Aim of the task: Only the lines from the top of the data through the line with "position:absolute; left:24px; top:2317px;" should be repeated, each exactly as written.

=== Section Start ===

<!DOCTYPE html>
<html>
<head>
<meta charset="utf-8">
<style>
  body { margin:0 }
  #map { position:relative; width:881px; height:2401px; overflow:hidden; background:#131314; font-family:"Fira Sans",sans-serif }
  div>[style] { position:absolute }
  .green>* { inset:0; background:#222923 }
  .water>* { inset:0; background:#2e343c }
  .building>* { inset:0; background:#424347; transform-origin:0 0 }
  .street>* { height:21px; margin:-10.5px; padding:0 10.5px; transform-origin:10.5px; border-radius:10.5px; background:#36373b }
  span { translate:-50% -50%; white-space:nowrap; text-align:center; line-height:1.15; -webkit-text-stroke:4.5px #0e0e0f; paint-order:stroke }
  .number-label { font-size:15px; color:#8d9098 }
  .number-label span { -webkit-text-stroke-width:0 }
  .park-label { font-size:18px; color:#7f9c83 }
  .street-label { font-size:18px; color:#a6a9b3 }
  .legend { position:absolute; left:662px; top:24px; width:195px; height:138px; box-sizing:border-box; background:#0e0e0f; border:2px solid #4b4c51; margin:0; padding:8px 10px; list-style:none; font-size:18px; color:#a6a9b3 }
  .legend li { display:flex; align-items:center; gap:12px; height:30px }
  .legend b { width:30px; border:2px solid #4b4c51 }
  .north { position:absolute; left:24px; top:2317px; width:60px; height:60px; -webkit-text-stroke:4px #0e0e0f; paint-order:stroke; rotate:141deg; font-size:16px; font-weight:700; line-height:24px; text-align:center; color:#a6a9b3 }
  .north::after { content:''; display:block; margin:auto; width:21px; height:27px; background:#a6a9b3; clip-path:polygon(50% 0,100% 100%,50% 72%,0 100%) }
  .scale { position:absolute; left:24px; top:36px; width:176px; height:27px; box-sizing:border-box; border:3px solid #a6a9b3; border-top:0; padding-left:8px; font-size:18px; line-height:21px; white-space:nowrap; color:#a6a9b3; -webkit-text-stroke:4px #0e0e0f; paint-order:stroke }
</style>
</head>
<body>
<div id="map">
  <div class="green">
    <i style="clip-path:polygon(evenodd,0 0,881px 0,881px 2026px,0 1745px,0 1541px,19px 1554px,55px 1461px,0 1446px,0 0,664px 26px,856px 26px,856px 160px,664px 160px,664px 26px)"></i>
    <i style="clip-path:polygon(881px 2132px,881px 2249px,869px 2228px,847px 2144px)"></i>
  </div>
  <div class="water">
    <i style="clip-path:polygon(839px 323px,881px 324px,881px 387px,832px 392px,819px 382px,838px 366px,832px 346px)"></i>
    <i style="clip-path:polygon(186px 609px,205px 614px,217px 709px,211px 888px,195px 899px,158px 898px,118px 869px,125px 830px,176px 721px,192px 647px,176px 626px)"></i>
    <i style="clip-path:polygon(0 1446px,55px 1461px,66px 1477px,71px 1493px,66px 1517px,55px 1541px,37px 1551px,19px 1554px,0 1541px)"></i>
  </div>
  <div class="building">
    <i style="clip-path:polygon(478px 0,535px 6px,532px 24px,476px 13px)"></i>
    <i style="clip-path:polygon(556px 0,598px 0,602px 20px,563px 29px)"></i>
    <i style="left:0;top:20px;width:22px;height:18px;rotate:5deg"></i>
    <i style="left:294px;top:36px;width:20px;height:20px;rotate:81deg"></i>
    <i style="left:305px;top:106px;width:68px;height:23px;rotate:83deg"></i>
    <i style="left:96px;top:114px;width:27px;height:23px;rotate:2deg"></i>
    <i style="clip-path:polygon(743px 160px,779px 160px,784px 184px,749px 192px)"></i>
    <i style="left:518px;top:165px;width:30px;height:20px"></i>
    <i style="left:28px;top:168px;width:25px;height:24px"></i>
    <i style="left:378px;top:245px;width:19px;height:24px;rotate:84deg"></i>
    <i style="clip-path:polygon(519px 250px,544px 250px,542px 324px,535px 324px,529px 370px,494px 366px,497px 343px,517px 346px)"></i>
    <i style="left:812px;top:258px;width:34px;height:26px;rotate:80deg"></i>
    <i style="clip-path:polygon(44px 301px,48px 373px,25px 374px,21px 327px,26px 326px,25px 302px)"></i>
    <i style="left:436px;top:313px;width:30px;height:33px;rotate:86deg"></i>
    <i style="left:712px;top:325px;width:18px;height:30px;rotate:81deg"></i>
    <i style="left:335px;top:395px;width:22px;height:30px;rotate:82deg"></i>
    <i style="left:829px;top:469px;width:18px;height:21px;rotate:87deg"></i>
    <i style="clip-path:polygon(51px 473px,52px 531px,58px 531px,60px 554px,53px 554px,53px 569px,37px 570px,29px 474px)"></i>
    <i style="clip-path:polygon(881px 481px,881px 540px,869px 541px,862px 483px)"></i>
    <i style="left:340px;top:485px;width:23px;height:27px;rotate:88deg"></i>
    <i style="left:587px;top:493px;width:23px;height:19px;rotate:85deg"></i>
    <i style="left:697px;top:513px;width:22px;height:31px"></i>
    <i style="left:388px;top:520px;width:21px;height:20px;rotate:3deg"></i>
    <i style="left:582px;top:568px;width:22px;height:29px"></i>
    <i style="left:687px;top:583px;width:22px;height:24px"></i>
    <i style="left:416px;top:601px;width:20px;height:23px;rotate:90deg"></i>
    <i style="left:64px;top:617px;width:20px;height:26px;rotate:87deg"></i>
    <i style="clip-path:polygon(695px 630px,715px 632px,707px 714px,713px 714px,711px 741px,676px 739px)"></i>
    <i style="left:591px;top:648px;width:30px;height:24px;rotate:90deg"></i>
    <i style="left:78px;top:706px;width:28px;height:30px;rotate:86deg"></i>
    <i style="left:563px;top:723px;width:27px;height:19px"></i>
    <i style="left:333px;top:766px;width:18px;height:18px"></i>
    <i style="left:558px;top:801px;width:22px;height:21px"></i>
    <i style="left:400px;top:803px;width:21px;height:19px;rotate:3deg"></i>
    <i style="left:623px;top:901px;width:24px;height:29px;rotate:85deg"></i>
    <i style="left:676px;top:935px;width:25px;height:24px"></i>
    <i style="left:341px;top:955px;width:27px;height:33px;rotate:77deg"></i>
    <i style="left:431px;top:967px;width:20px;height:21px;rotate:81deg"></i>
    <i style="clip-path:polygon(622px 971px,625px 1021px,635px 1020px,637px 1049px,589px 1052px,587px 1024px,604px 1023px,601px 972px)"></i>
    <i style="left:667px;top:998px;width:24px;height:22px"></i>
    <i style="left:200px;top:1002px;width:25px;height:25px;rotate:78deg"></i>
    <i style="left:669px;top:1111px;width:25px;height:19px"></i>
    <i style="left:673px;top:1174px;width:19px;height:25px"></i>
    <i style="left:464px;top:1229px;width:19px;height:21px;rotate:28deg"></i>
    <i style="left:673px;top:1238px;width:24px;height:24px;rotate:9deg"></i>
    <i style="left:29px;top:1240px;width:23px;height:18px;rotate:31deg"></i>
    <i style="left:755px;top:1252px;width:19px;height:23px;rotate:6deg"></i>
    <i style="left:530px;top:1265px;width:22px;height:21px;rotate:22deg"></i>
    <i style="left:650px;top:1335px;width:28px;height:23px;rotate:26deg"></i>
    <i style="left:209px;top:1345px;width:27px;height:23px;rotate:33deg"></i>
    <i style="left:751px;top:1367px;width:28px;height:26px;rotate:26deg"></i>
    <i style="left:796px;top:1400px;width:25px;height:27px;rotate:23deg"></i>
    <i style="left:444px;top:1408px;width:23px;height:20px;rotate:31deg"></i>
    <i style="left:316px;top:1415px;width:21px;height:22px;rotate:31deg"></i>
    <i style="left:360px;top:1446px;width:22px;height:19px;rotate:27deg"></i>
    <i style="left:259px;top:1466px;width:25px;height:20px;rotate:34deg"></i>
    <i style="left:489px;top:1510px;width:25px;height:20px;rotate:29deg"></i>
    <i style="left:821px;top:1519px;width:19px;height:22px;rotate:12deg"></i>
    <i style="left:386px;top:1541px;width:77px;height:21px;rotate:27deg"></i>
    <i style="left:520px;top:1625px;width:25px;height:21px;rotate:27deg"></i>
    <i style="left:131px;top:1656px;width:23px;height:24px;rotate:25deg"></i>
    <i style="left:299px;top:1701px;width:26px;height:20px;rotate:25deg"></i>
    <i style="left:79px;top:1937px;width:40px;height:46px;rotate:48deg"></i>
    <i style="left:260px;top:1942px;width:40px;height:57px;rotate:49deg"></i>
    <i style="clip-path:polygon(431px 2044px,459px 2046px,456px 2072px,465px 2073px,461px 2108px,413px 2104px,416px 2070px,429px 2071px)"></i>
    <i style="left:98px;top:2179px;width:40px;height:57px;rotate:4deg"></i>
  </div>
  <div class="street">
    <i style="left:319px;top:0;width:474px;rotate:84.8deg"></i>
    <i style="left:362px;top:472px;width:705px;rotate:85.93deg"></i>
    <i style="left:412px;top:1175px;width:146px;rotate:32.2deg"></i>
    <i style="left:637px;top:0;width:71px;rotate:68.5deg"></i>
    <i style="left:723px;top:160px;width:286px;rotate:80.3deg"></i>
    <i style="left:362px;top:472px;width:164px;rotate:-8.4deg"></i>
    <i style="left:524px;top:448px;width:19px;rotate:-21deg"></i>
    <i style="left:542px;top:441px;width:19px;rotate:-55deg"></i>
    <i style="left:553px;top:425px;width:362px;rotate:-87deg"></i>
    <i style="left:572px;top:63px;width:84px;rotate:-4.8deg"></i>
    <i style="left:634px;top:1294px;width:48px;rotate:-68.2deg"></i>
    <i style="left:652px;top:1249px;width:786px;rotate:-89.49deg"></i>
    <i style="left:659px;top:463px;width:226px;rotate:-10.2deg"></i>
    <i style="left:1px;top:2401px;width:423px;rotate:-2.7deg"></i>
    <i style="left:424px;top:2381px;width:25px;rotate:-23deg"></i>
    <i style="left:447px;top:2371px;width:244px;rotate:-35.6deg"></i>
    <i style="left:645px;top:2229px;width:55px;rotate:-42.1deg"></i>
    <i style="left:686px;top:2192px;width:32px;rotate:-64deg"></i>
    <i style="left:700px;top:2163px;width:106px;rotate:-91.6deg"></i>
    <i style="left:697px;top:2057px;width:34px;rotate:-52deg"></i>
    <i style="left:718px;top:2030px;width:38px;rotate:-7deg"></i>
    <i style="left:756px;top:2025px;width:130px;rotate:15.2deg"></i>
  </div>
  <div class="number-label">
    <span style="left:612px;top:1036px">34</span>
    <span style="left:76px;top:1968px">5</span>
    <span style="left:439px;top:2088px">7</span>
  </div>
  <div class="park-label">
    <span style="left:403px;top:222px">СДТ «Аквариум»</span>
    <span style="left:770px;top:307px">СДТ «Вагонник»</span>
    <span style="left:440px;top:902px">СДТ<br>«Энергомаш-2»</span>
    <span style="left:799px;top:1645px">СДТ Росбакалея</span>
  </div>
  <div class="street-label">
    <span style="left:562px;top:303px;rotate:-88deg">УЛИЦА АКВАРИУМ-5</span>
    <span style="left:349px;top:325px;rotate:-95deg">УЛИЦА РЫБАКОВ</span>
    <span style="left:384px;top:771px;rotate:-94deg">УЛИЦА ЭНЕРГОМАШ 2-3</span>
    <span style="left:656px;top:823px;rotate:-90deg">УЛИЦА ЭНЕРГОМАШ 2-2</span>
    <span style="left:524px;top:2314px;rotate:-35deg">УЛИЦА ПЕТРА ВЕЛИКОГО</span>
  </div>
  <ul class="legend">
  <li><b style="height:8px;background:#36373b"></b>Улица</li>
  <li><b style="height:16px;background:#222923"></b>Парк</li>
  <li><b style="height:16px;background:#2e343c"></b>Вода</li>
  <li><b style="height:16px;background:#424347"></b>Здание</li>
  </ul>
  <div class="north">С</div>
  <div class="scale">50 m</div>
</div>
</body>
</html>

=== Section End ===

Answer space:
<!DOCTYPE html>
<html>
<head>
<meta charset="utf-8">
<style>
  body { margin:0 }
  #map { position:relative; width:881px; height:2401px; overflow:hidden; background:#131314; font-family:"Fira Sans",sans-serif }
  div>[style] { position:absolute }
  .green>* { inset:0; background:#222923 }
  .water>* { inset:0; background:#2e343c }
  .building>* { inset:0; background:#424347; transform-origin:0 0 }
  .street>* { height:21px; margin:-10.5px; padding:0 10.5px; transform-origin:10.5px; border-radius:10.5px; background:#36373b }
  span { translate:-50% -50%; white-space:nowrap; text-align:center; line-height:1.15; -webkit-text-stroke:4.5px #0e0e0f; paint-order:stroke }
  .number-label { font-size:15px; color:#8d9098 }
  .number-label span { -webkit-text-stroke-width:0 }
  .park-label { font-size:18px; color:#7f9c83 }
  .street-label { font-size:18px; color:#a6a9b3 }
  .legend { position:absolute; left:662px; top:24px; width:195px; height:138px; box-sizing:border-box; background:#0e0e0f; border:2px solid #4b4c51; margin:0; padding:8px 10px; list-style:none; font-size:18px; color:#a6a9b3 }
  .legend li { display:flex; align-items:center; gap:12px; height:30px }
  .legend b { width:30px; border:2px solid #4b4c51 }
  .north { position:absolute; left:24px; top:2317px; width:60px; height:60px; -webkit-text-stroke:4px #0e0e0f; paint-order:stroke; rotate:141deg; font-size:16px; font-weight:700; line-height:24px; text-align:center; color:#a6a9b3 }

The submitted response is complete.